BRIEF: Copy all of the data that follows without altering a word.

Saved entries:

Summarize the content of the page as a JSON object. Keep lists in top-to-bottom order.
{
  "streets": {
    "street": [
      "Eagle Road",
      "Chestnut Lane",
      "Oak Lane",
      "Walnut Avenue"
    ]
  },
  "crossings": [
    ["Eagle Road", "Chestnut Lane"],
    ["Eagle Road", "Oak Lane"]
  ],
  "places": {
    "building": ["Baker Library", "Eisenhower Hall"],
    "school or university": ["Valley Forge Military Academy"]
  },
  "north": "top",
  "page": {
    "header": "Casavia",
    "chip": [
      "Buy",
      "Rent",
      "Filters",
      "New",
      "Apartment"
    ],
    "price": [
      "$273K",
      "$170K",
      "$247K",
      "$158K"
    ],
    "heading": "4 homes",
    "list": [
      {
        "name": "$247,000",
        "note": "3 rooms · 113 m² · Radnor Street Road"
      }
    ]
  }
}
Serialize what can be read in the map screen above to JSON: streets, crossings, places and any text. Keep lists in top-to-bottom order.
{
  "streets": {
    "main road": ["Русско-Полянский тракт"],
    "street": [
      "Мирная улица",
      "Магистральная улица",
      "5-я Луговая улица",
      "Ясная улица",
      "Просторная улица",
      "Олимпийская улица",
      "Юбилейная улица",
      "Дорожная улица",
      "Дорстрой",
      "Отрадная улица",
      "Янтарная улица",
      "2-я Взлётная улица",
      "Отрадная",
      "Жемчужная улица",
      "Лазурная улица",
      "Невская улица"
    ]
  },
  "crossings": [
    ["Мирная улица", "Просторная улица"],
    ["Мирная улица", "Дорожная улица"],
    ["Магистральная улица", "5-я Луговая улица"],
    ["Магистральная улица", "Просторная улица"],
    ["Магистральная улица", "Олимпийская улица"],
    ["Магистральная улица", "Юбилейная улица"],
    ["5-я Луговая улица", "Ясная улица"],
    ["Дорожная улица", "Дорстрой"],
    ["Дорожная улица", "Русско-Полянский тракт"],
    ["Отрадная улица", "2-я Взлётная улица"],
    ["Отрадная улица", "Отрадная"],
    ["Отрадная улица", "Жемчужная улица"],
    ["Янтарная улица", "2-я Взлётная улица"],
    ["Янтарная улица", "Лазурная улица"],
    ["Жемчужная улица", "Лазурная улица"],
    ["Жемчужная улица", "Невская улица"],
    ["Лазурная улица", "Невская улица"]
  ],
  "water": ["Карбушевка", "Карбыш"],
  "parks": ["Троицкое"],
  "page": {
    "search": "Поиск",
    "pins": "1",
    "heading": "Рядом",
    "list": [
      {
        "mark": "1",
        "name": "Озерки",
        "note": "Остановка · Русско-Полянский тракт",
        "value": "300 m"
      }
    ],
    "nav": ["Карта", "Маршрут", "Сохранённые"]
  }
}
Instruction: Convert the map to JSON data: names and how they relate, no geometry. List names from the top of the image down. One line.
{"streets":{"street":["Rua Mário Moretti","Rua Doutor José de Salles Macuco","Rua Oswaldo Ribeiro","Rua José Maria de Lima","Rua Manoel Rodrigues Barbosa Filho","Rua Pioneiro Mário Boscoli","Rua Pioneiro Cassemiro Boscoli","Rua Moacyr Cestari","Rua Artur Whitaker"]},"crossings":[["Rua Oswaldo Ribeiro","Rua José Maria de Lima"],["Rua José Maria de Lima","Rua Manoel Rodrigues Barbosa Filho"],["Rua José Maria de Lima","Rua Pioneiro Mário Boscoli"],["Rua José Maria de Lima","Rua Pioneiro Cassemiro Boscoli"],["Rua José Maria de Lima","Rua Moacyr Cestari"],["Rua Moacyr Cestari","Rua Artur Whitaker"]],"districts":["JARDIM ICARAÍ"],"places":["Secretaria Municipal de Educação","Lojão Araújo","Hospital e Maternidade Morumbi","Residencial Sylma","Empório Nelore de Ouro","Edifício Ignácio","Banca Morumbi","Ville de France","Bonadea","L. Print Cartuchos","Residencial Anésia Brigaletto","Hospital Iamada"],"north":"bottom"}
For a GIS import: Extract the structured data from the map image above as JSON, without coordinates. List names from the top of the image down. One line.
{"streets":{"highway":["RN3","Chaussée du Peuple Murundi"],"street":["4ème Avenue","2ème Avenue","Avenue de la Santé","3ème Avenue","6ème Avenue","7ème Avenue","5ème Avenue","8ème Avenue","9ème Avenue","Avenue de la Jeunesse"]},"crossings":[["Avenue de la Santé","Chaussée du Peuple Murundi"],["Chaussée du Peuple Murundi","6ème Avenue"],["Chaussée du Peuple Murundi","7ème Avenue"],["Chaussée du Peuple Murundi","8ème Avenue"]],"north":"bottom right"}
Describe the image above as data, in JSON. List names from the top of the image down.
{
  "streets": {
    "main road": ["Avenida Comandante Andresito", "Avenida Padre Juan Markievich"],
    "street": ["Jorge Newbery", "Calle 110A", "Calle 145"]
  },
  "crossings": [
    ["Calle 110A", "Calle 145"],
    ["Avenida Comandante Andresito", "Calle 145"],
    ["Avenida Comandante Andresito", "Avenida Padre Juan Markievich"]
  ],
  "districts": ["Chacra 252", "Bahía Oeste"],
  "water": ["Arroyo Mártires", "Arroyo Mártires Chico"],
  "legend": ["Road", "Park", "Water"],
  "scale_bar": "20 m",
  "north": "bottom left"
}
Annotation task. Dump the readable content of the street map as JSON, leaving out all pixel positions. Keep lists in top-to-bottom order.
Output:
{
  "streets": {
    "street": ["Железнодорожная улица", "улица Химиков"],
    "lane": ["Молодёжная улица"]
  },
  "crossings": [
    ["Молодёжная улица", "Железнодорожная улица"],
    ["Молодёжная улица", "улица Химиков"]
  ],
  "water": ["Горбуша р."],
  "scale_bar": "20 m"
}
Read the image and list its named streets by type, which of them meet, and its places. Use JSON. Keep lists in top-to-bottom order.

SOLUTION BELOW:
Summarize the content of the page as a JSON object. Keep lists in top-to-bottom order.
{
  "streets": {
    "street": [
      "Eagle Road",
      "Chestnut Lane",
      "Oak Lane",
      "Walnut Avenue"
    ]
  },
  "crossings": [
    ["Eagle Road", "Chestnut Lane"],
    ["Eagle Road", "Oak Lane"]
  ],
  "places": {
    "building": ["Baker Library", "Eisenhower Hall"],
    "school or university": ["Valley Forge Military Academy"]
  },
  "north": "top",
  "page": {
    "header": "Casavia",
    "chip": [
      "Buy",
      "Rent",
      "Filters",
      "New",
      "Apartment"
    ],
    "price": [
      "$273K",
      "$170K",
      "$247K",
      "$158K"
    ],
    "heading": "4 homes",
    "list": [
      {
        "name": "$247,000",
        "note": "3 rooms · 113 m² · Radnor Street Road"
      }
    ]
  }
}
Serialize what can be read in the map screen above to JSON: streets, crossings, places and any text. Keep lists in top-to-bottom order.
{
  "streets": {
    "main road": ["Русско-Полянский тракт"],
    "street": [
      "Мирная улица",
      "Магистральная улица",
      "5-я Луговая улица",
      "Ясная улица",
      "Просторная улица",
      "Олимпийская улица",
      "Юбилейная улица",
      "Дорожная улица",
      "Дорстрой",
      "Отрадная улица",
      "Янтарная улица",
      "2-я Взлётная улица",
      "Отрадная",
      "Жемчужная улица",
      "Лазурная улица",
      "Невская улица"
    ]
  },
  "crossings": [
    ["Мирная улица", "Просторная улица"],
    ["Мирная улица", "Дорожная улица"],
    ["Магистральная улица", "5-я Луговая улица"],
    ["Магистральная улица", "Просторная улица"],
    ["Магистральная улица", "Олимпийская улица"],
    ["Магистральная улица", "Юбилейная улица"],
    ["5-я Луговая улица", "Ясная улица"],
    ["Дорожная улица", "Дорстрой"],
    ["Дорожная улица", "Русско-Полянский тракт"],
    ["Отрадная улица", "2-я Взлётная улица"],
    ["Отрадная улица", "Отрадная"],
    ["Отрадная улица", "Жемчужная улица"],
    ["Янтарная улица", "2-я Взлётная улица"],
    ["Янтарная улица", "Лазурная улица"],
    ["Жемчужная улица", "Лазурная улица"],
    ["Жемчужная улица", "Невская улица"],
    ["Лазурная улица", "Невская улица"]
  ],
  "water": ["Карбушевка", "Карбыш"],
  "parks": ["Троицкое"],
  "page": {
    "search": "Поиск",
    "pins": "1",
    "heading": "Рядом",
    "list": [
      {
        "mark": "1",
        "name": "Озерки",
        "note": "Остановка · Русско-Полянский тракт",
        "value": "300 m"
      }
    ],
    "nav": ["Карта", "Маршрут", "Сохранённые"]
  }
}
Instruction: Convert the map to JSON data: names and how they relate, no geometry. List names from the top of the image down. One line.
{"streets":{"street":["Rua Mário Moretti","Rua Doutor José de Salles Macuco","Rua Oswaldo Ribeiro","Rua José Maria de Lima","Rua Manoel Rodrigues Barbosa Filho","Rua Pioneiro Mário Boscoli","Rua Pioneiro Cassemiro Boscoli","Rua Moacyr Cestari","Rua Artur Whitaker"]},"crossings":[["Rua Oswaldo Ribeiro","Rua José Maria de Lima"],["Rua José Maria de Lima","Rua Manoel Rodrigues Barbosa Filho"],["Rua José Maria de Lima","Rua Pioneiro Mário Boscoli"],["Rua José Maria de Lima","Rua Pioneiro Cassemiro Boscoli"],["Rua José Maria de Lima","Rua Moacyr Cestari"],["Rua Moacyr Cestari","Rua Artur Whitaker"]],"districts":["JARDIM ICARAÍ"],"places":["Secretaria Municipal de Educação","Lojão Araújo","Hospital e Maternidade Morumbi","Residencial Sylma","Empório Nelore de Ouro","Edifício Ignácio","Banca Morumbi","Ville de France","Bonadea","L. Print Cartuchos","Residencial Anésia Brigaletto","Hospital Iamada"],"north":"bottom"}
For a GIS import: Extract the structured data from the map image above as JSON, without coordinates. List names from the top of the image down. One line.
{"streets":{"highway":["RN3","Chaussée du Peuple Murundi"],"street":["4ème Avenue","2ème Avenue","Avenue de la Santé","3ème Avenue","6ème Avenue","7ème Avenue","5ème Avenue","8ème Avenue","9ème Avenue","Avenue de la Jeunesse"]},"crossings":[["Avenue de la Santé","Chaussée du Peuple Murundi"],["Chaussée du Peuple Murundi","6ème Avenue"],["Chaussée du Peuple Murundi","7ème Avenue"],["Chaussée du Peuple Murundi","8ème Avenue"]],"north":"bottom right"}
Describe the image above as data, in JSON. List names from the top of the image down.
{
  "streets": {
    "main road": ["Avenida Comandante Andresito", "Avenida Padre Juan Markievich"],
    "street": ["Jorge Newbery", "Calle 110A", "Calle 145"]
  },
  "crossings": [
    ["Calle 110A", "Calle 145"],
    ["Avenida Comandante Andresito", "Calle 145"],
    ["Avenida Comandante Andresito", "Avenida Padre Juan Markievich"]
  ],
  "districts": ["Chacra 252", "Bahía Oeste"],
  "water": ["Arroyo Mártires", "Arroyo Mártires Chico"],
  "legend": ["Road", "Park", "Water"],
  "scale_bar": "20 m",
  "north": "bottom left"
}
Annotation task. Dump the readable content of the street map as JSON, leaving out all pixel positions. Keep lists in top-to-bottom order.
Output:
{
  "streets": {
    "street": ["Железнодорожная улица", "улица Химиков"],
    "lane": ["Молодёжная улица"]
  },
  "crossings": [
    ["Молодёжная улица", "Железнодорожная улица"],
    ["Молодёжная улица", "улица Химиков"]
  ],
  "water": ["Горбуша р."],
  "scale_bar": "20 m"
}
Read the image and list its named streets by type, which of them meet, and its places. Use JSON. Keep lists in top-to-bottom order.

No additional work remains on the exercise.